(Records from a collection)
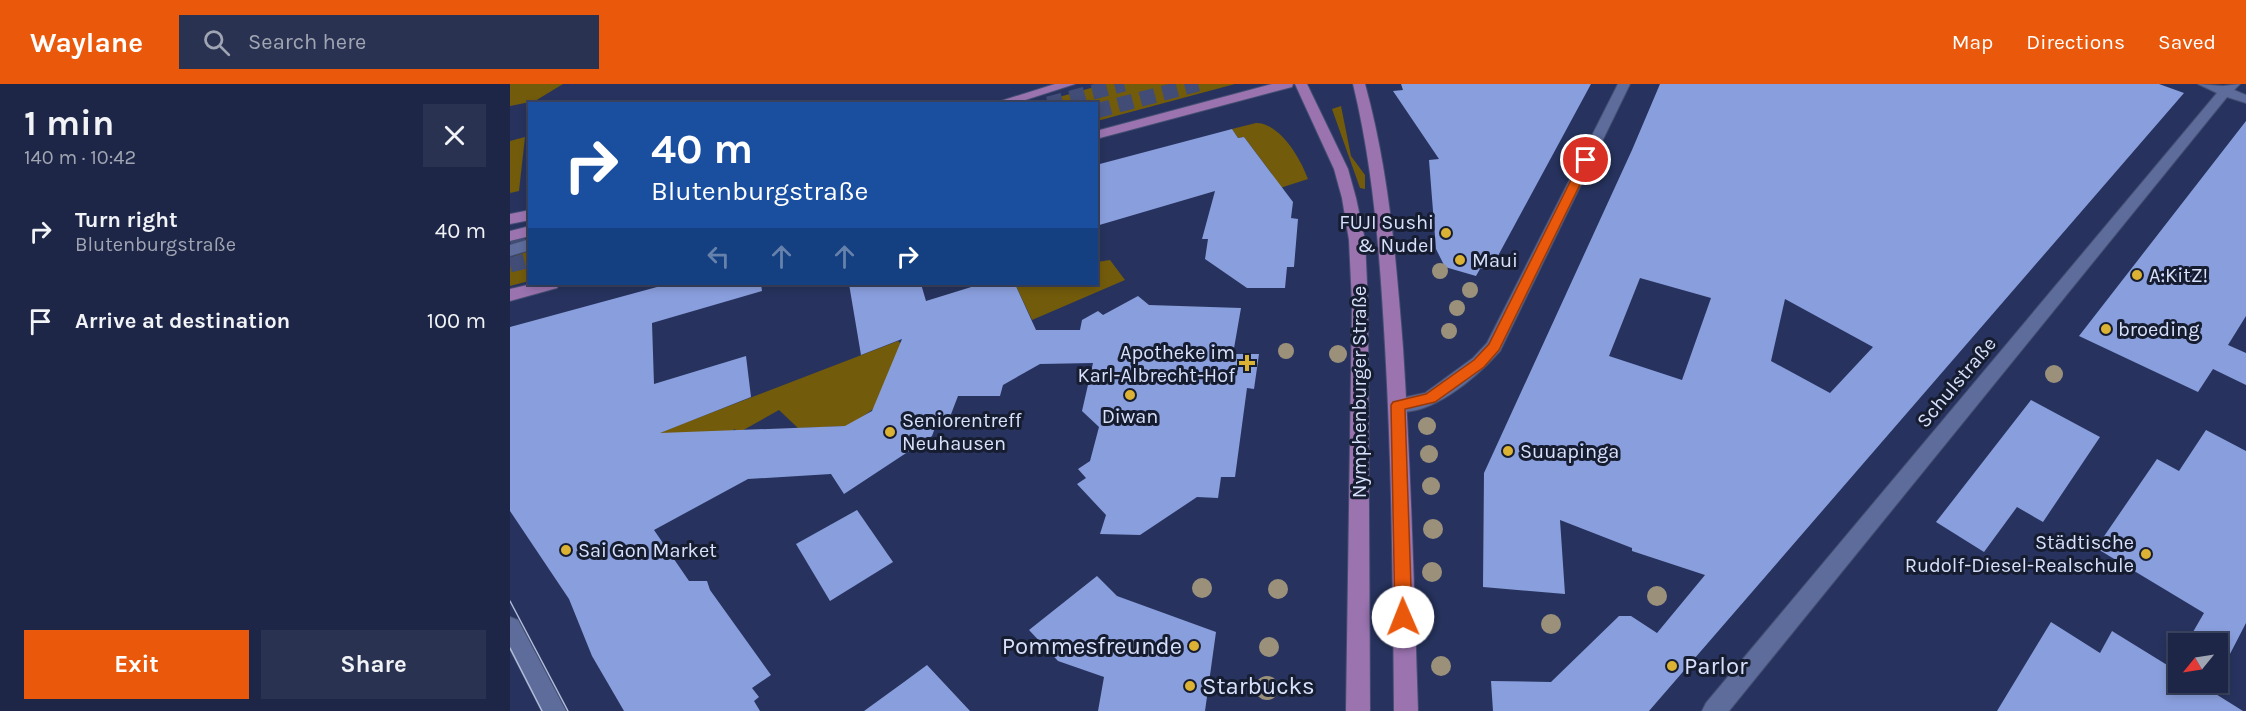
<!DOCTYPE html>
<meta charset="utf-8">
<style>
:root{--surface:#1d2646;--page:#2a3251;--text:#f1f3f6;--muted:#a0a5b3;--line:#3b435f;--accent:#ea580c}
body{margin:0;font-family:Karla,sans-serif;background:var(--page);color:var(--text);height:100vh;display:flex;flex-direction:column;font-size:22px;white-space:nowrap}
*{box-sizing:border-box;margin:0}
p{font-size:20px;color:var(--muted)}
.icon{flex:none;width:33px;height:33px;fill:none;stroke:currentColor;stroke-width:2;stroke-linecap:round;stroke-linejoin:round}
.map{position:relative;flex:1;overflow:hidden}
.sheet{display:flex;flex-direction:column;background:var(--surface);width:510px}
.sheet>*{flex:none}
.top-card{position:absolute;left:18px;top:18px;width:570px;height:183px;border-radius:0px;box-shadow:0 3px 9px #0003,0 0 0 2px var(--line);background:#1a4fa0;color:#fff;overflow:hidden}
.needle{width:39px;rotate:240deg}
.controls{position:absolute;left:1658px;top:549px;display:grid;gap:12px}
.controls a{display:grid;place-items:center;width:60px;height:60px;border-radius:0px;background:var(--surface);box-shadow:0 3px 9px #0003,0 0 0 2px var(--line);font-size:30px}
.pin{position:absolute;display:grid;place-items:center;width:51px;height:51px;color:#fff;margin:-26px;border:3px solid #fff;border-radius:50%;box-shadow:0 2px 6px #0007}
.me{position:absolute;width:66px;margin:-33px;rotate:359deg;stroke-linejoin:round;filter:drop-shadow(0 0 4px #0008)}
.turn{display:flex;align-items:center;gap:21px;height:126px;padding:0 24px;font-size:27px}
.turn .icon{width:78px;height:78px;stroke-width:2.5}
.turn b{display:block;font-size:42px;line-height:51px}
.lanes{display:flex;align-items:center;height:57px;padding:0 24px;background:#0003;justify-content:center;gap:30px;direction:ltr}
.lanes .off{opacity:.35}
.round{display:grid;place-items:center;flex:none;width:63px;height:63px;border-radius:0px;background:var(--page)}
.headline{display:flex;align-items:center;justify-content:space-between;height:102px;padding:0 24px}
h1{font-size:36px;font-weight:700;line-height:45px}
.cta{display:flex;gap:12px;margin-top:auto;padding:12px 24px}
.cta a{flex:1;height:69px;border-radius:0px;background:var(--accent);color:#fff;font-size:24px;font-weight:700;line-height:69px;text-align:center}
.cta a+a{background:var(--page);color:var(--text)}
ul{padding:0;list-style:none}
li{display:flex;align-items:center;gap:18px;height:90px;padding:0 24px}
li div{flex:1}
li b{display:block;font-size:22px}
li em{font-style:normal}
header{display:flex;align-items:center;gap:36px;box-sizing:border-box;height:84px;padding:0 30px;background:var(--accent);color:#fff}
header strong{font-size:28px}
nav{display:flex;gap:33px;margin-inline-start:auto;font-size:21px}
.search{width:420px;height:54px;background:var(--page);display:flex;align-items:center;gap:15px;box-sizing:border-box;padding:0 21px;border-radius:0px;color:var(--muted);font-size:22px}
main{display:flex;flex:1;min-height:0}
.map>svg:first-child{display:block}
.green{fill:#725b0b}
.building{fill:#899edc;fill-rule:evenodd}
.lines{fill:none;stroke-linecap:round;stroke-linejoin:round}
.highway-tunnel{stroke:#414d76;stroke-width:15;stroke-dasharray:15 8;stroke-linecap:butt}
.minor-casing{stroke:#444e72;stroke-width:2}
.major-casing{stroke:#444e72;stroke-width:2}
.minor{fill:#5d6c9b;fill-rule:evenodd}
.major{fill:#9a73af;fill-rule:evenodd}
.tram{stroke:#b0bbd9;stroke-width:1.5}
.tree{fill:#9b917b}
.route{fill:#ea580c;stroke:#983908;stroke-width:1.5}
.poi-dot{fill:#dbb233;stroke:#171d30;stroke-width:2}
.labels{text-anchor:middle;stroke-width:6;stroke-linejoin:round;paint-order:stroke}
.poi-label{font-size:20px;fill:#d7e1fc;stroke:#171d30;text-anchor:start}
.street-label{font-size:20px;fill:#d7e1fc;stroke:#171d30}
.near-poi-label{font-size:24px;fill:#d7e1fc;stroke:#171d30;text-anchor:start}
</style>
<header>
<strong>Waylane</strong>
<div class="search"><svg class="icon" aria-label="search" viewBox="0 0 24 24"><circle cx="10" cy="10" r="6"/><path d="M15 15l6 6"/></svg>Search here</div>
<nav><a>Map</a><a>Directions</a><a>Saved</a></nav>
</header>
<main>
<section class="sheet">
<div class="headline"><div><h1>1 min</h1><p>140 m · 10:42</p></div><a class="round"><svg class="icon" aria-label="close" viewBox="0 0 24 24"><path d="M6 6l12 12M18 6L6 18"/></svg></a></div>
<ul>
<li><svg class="icon" aria-label="right" viewBox="0 0 24 24"><path d="M7 20v-9h11M14 6l5 5-5 5"/></svg><div><b>Turn right</b><p>Blutenburgstraße</p></div><em>40 m</em></li>
<li><svg class="icon" aria-label="arrive" viewBox="0 0 24 24"><path d="M6 21V4h12l-3 4 3 4H6"/></svg><div><b>Arrive at destination</b></div><em>100 m</em></li>
</ul>
<div class="cta"><a>Exit</a><a>Share</a></div>
</section>
<div class="map">
<svg width="1736" height="627" viewBox="0 0 1736 627">
<rect width="100%" height="100%" fill="#27335e"/>
<g class="green">
<path d="M0,0H53L25,17L0,22Z"/>
<path d="M595,0H725L587,37L586,20L528,19Z"/>
<path d="M831,22L841,72L855,91V105L850,104L822,25Z"/>
<path d="M746,39C770,39 791,75 798,95L767,105L762,90L734,53L728,54L722,45Z"/>
<path d="M15,53L9,107L0,109V57Z"/>
<path d="M19,167V197L0,202V174Z"/>
<path d="M600,176L615,196L522,236L505,200H586L587,178Z"/>
<path d="M388,257L419,286L339,342L288,344L269,326L228,349L225,345L195,362L107,365Z"/>
</g>
<g class="building">
<path d="M891,0H1081L983,181L970,185L966,192L935,183L926,165L919,76L929,75L883,7L893,6Z"/>
<path d="M1150,0H1649L1674,9L1139,627H983L981,597L1041,598L1109,532H1121L1147,549L1195,491L1122,467V464L1050,436L1055,510L973,503L974,389L1122,66ZM1130,194L1201,214L1172,296L1099,272ZM1275,215L1363,263L1320,309L1261,277Z"/>
<path d="M1736,37V232L1718,261L1736,269V301L1703,285L1688,308L1569,252Z"/>
<path d="M722,45L728,54L734,53L783,118L781,134L788,135L784,183H777L775,204H737L695,175L698,155H692L705,107L586,142V81Z"/>
<path d="M158,200H251L252,207L142,239L144,300L236,272L241,313L150,349L335,342L362,327L392,255L351,271L339,200H411L416,217L471,200H505L526,246H570L572,236L588,227L593,231L628,212L639,221L731,224L723,270H749L744,305L737,304L725,393H711L708,414L687,413L630,451L590,450L596,431L567,400L576,394L568,385L580,377L589,343L572,327L583,279L530,280L493,301L490,312H448L438,338H427L422,352L334,410L321,390L238,395L144,446L179,497H197L200,506L261,591L242,604L249,613L244,617L250,627H114L82,572L59,515L0,427V243Z"/>
<path d="M1521,316L1590,353L1533,438L1507,423L1474,468L1426,438Z"/>
<path d="M1696,346L1736,367V539L1707,595V560H1676L1694,529L1586,464L1647,375L1669,387Z"/>
<path d="M347,426L383,478L320,517L286,460Z"/>
<path d="M587,492L607,512L706,548L695,627H588L594,593L548,577L519,546Z"/>
<path d="M1541,538L1590,569L1602,547L1662,584L1668,573V598H1705L1701,607L1733,627H1487Z"/>
<path d="M417,581L460,627H354L394,598Z"/>
</g>
<g class="lines">
<g class="highway-tunnel">
<path d="M538,20L614,0"/>
<path d="M586,27L688,0"/>
<path d="M0,157L20,152"/>
<path d="M0,181L20,176"/>
</g>
<defs>
<g id="minor">
<path d="M1108,0H1120L990,267C968,292 917,337 882,326L879,321L882,316L915,309L963,274L977,259Z"/>
<path d="M1688,0L1713,2L1730,0L1724,6L1736,11V19L1717,13L1219,627H1192L1196,619L1707,9Z"/>
<path d="M20,155V166L0,172V161Z"/>
<path d="M0,533L8,536L56,627H32L0,565Z"/>
</g>
<g id="major">
<path d="M545,0H565L503,20H481Z"/>
<path d="M762,0H783L782,3L586,55V47Z"/>
<path d="M785,0H797L838,85L846,114L855,156L858,220L860,627H836L842,220L839,156L832,114L824,85Z"/>
<path d="M843,0H855C879,87 886,175 893,264C901,385 904,506 908,627H884C883,505 882,384 875,262C870,174 864,86 843,0Z"/>
<path d="M20,126V136L0,140V130Z"/>
<path d="M20,142V152L0,157V147Z"/>
<path d="M22,200H49L47,204L0,217V205Z"/>
</g>
</defs>
<use href="#minor" class="minor-casing"/>
<use href="#major" class="major-casing"/>
<use href="#minor" class="minor"/>
<use href="#major" class="major"/>
<g class="tram">
<path d="M0,517L58,627"/>
<path d="M0,564L32,627"/>
</g>
</g>
<g class="tree">
<circle cx="930" cy="187" r="8"/>
<circle cx="960" cy="206" r="8"/>
<circle cx="947" cy="224" r="8"/>
<circle cx="939" cy="247" r="8"/>
<circle cx="776" cy="267" r="8"/>
<circle cx="828" cy="270" r="9"/>
<circle cx="1544" cy="290" r="9"/>
<circle cx="917" cy="342" r="9"/>
<circle cx="919" cy="370" r="9"/>
<circle cx="921" cy="402" r="9"/>
<circle cx="923" cy="445" r="10"/>
<circle cx="922" cy="488" r="10"/>
<circle cx="692" cy="504" r="10"/>
<circle cx="768" cy="505" r="10"/>
<circle cx="1147" cy="512" r="10"/>
<circle cx="1041" cy="540" r="10"/>
<circle cx="759" cy="563" r="10"/>
<circle cx="931" cy="582" r="10"/>
<circle cx="757" cy="604" r="12"/>
</g>
<path class="route" d="M1076,73L1082,76L989,266L974,283L925,318L895,325L902,533L899,538L893,540L888,538L885,533L881,321L883,318L916,310L964,276L979,260L1071,76Z"/>
<g class="poi-dot">
<circle cx="936" cy="149" r="6"/>
<circle cx="950" cy="176" r="6"/>
<circle cx="1627" cy="191" r="6"/>
<circle cx="1596" cy="245" r="6"/>
<path d="M734 270h6v6h6v6h-6v6h-6v-6h-6v-6h6z"/>
<circle cx="620" cy="311" r="6"/>
<circle cx="380" cy="348" r="6"/>
<circle cx="998" cy="367" r="6"/>
<circle cx="56" cy="466" r="6"/>
<circle cx="1636" cy="470" r="6"/>
<circle cx="684" cy="562" r="6"/>
<circle cx="1162" cy="582" r="6"/>
<circle cx="680" cy="602" r="6"/>
</g>
<g class="labels">
<g class="poi-label">
<text x="924" y="145" text-anchor="end">FUJI Sushi<tspan x="924" dy="23">&amp; Nudel</tspan></text>
<text x="962" y="183">Maui</text>
<text x="1639" y="198">A:KitZ!</text>
<text x="1608" y="252">broeding</text>
<text x="725" y="275" text-anchor="end">Apotheke im<tspan x="725" dy="23">Karl-Albrecht-Hof</tspan></text>
<text x="620" y="339" text-anchor="middle">Diwan</text>
<text x="392" y="343">Seniorentreff<tspan x="392" dy="23">Neuhausen</tspan></text>
<text x="1010" y="374">Suuapinga</text>
<text x="1624" y="465" text-anchor="end">Städtische<tspan x="1624" dy="23">Rudolf-Diesel-Realschule</tspan></text>
<text x="68" y="473">Sai Gon Market</text>
</g>
<g class="street-label">
<text transform="translate(1446 298) rotate(-50)" y="7">Schulstraße</text>
<text transform="translate(849 308) rotate(-90)" y="7">Nymphenburger Straße</text>
</g>
<g class="near-poi-label">
<text x="672" y="570" text-anchor="end">Pommesfreunde</text>
<text x="1174" y="590">Parlor</text>
<text x="692" y="610">Starbucks</text>
</g>
</g>
</svg>
<div class="controls">
<a><svg class="needle" viewBox="-14 -14 28 28"><path d="M0-13l5 13h-10z" fill="#e53935"/><path d="M0 13l5-13h-10z" fill="#a0a5b3"/></svg></a>
</div>
<div class="pin" style="left:1076px;top:76px;background:#d93025"><svg class="icon" aria-label="arrive" viewBox="0 0 24 24"><path d="M6 21V4h12l-3 4 3 4H6"/></svg></div>
<svg class="me" style="left:893px;top:533px" viewBox="-20 -20 40 40"><circle r="19" fill="#fff"/><path d="M0-13L10 11 0 6-10 11z" fill="#ea580c"/></svg>
<div class="top-card">
<div class="turn"><svg class="icon" aria-label="right" viewBox="0 0 24 24"><path d="M7 20v-9h11M14 6l5 5-5 5"/></svg><div><b>40 m</b>Blutenburgstraße</div></div>
<div class="lanes"><svg class="icon off" aria-label="left" viewBox="0 0 24 24"><path d="M17 20v-9H6M10 6l-5 5 5 5"/></svg><svg class="icon off" aria-label="ahead" viewBox="0 0 24 24"><path d="M12 20V5M6 11l6-6 6 6"/></svg><svg class="icon off" aria-label="ahead" viewBox="0 0 24 24"><path d="M12 20V5M6 11l6-6 6 6"/></svg><svg class="icon" aria-label="right" viewBox="0 0 24 24"><path d="M7 20v-9h11M14 6l5 5-5 5"/></svg></div>
</div>
</div>
</main>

• _Task to complete_
Each line in the data that holds the string "hidden" needs to be copied.

• _Solution_
.map{position:relative;flex:1;overflow:hidden}
.top-card{position:absolute;left:18px;top:18px;width:570px;height:183px;border-radius:0px;box-shadow:0 3px 9px #0003,0 0 0 2px var(--line);background:#1a4fa0;color:#fff;overflow:hidden}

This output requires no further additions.